At the office, things weren’t going much better. Don pulled himself and Megan out of the Heinz pitch so that they could go be irresponsible at the Howard Johnson mothership upstate (Roger told him it was a bad idea, but Don was too busy fetching his bride to listen), which left Peggy to do the pitch with Rizzo standing dutifully at her side. Compared to the Bean Ballet, the idea was surprisingly good – “Home Is Where The Heinz Is.” Peggy, to her credit, sold it quite well. Still, though, the ever-waffling Heinz exec wasn’t quite so sure that he loved it.
When he balked, Peggy practically channeled Don to give one of those barn-burning Don speeches about how the idea is great and he’s just contrary and no one else on the planet could make beans so beautiful. Instead of giving the Heinz dude the push he needed, as those speeches do when Don gives then, the old man fought back against the insolent little girl he saw in front of him and had her kicked off the account.
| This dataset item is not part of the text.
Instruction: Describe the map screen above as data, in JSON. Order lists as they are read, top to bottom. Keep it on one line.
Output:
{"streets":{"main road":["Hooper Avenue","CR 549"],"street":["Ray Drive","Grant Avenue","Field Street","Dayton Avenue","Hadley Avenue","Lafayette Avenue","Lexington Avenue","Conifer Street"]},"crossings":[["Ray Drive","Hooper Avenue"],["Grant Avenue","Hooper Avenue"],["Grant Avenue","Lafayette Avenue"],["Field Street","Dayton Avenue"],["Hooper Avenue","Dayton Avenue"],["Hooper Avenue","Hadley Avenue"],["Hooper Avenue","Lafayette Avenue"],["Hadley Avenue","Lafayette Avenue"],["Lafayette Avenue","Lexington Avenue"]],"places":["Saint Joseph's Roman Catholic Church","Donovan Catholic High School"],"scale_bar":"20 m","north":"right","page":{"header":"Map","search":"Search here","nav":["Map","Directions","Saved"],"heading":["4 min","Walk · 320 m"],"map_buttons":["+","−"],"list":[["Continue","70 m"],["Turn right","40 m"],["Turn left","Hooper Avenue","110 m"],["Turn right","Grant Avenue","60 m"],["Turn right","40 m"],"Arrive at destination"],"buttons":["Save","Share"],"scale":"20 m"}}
Peggy reacted to the blowup as the female mirror (mirror!) of Don – she went to the movies by herself, smoked a joint offered to her by a stranger in the darkened theater, and then gave said stranger a handjob while they watched a violent nature film. Afterward, she went right back to work, but instead of working, she fell asleep on the couch with the shot framed the exact same way that Weiner has shown us Don in distress so many times.
Dawn finally woke Peggy up that evening because Don was calling, agitated, from a phone booth that had yet to be given a meaningful context. We’ll get to why he was making that call later because the show doesn’t clue us in for a good half hour, but the important thing for the moment was that it caused Peggy to go finish up for the night in her office, where Ginsberg was also working.
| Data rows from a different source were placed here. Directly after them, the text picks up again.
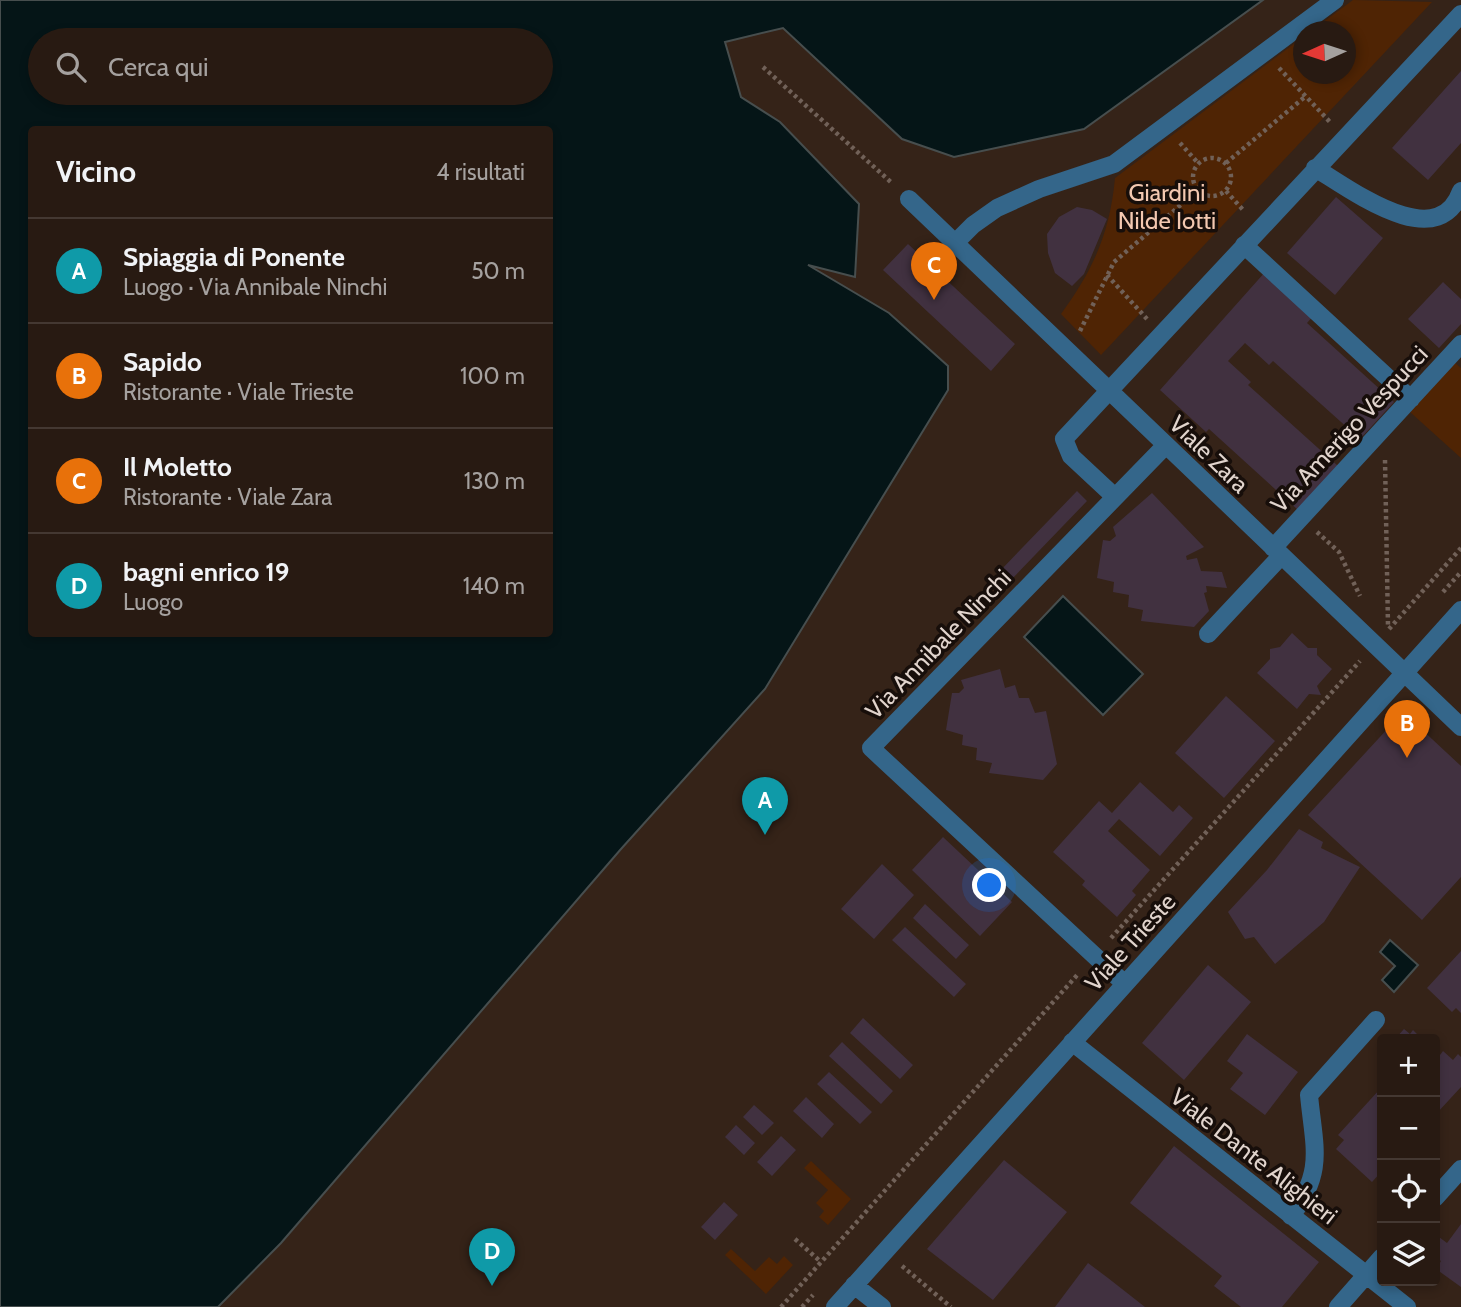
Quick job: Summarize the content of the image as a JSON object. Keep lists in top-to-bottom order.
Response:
{
  "streets": {
    "street": [
      "Via Amerigo Vespucci",
      "Viale Zara",
      "Via Annibale Ninchi",
      "Viale Trieste",
      "Viale Dante Alighieri"
    ]
  },
  "crossings": [
    ["Via Amerigo Vespucci", "Viale Zara"],
    ["Viale Zara", "Via Annibale Ninchi"],
    ["Viale Zara", "Viale Trieste"],
    ["Via Annibale Ninchi", "Viale Trieste"],
    ["Viale Trieste", "Viale Dante Alighieri"]
  ],
  "parks": ["Giardini Nilde Iotti"],
  "north": "left",
  "page": {
    "search": "Cerca qui",
    "heading": ["Vicino", "4 risultati"],
    "list": [
      {
        "mark": "A",
        "name": "Spiaggia di Ponente",
        "note": "Luogo · Via Annibale Ninchi",
        "value": "50 m"
      },
      {
        "mark": "B",
        "name": "Sapido",
        "note": "Ristorante · Viale Trieste",
        "value": "100 m"
      },
      {
        "mark": "C",
        "name": "Il Moletto",
        "note": "Ristorante · Viale Zara",
        "value": "130 m"
      },
      {
        "mark": "D",
        "name": "bagni enrico 19",
        "note": "Luogo",
        "value": "140 m"
      }
    ],
    "pins": [
      "C",
      "B",
      "A",
      "D"
    ],
    "map_buttons": ["+", "−"]
  }
}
Peggy had run into Ginsberg and his dad when she got back from the movies, and the show took the opportunity to let us in on a little bit more of his origin story. As it turns out, he hadn’t been lying when he said that he didn’t have any family. The man who he lives with and calls his father is actually a man who had found him in a Swedish orphanage at the age of five, and as far as Ginsberg knows, he was born in a concentration camp during the war and his parents are dead.
Ginsberg said that he had received one communication since leaving the orphanage, and it was a letter telling him only to stay where he was. He didn’t elaborate, but the stark reality of the horror out of which he came was jarring enough to send Peggy straight home to call her boyfriend, tell him that she actually did need him. I’m not entirely sure how Ginsberg’s story inspired that in Peggy, but perhaps it was as simple as a reminder of the basic need for human affection in the face of horror. I still think Peggy and Ginsberg are going to bone, though. Just you wait and see.
Over in Roger’s neck of the woods, Jane was dragging him to a dinner party with her fancy friends that he had complained about to Don earlier in the episode. And Roger was right, Jane’s friends were truly pretentious, sitting around the dinner table discussing the nature of truth and the moral implications of reality like any of them are actually all that interesting and thoughtful.
What was interesting, however, was what happened when dinner concluded – everyone dropped acid. Jane had warned Roger that she wanted to do it with her friends that night, but because he doesn’t listen to a word she says, the entire thing took him off guard. After some initial trepidation, though, Roger and Jane and a couple of other folks were all tripping. Roger in the sky with diamonds!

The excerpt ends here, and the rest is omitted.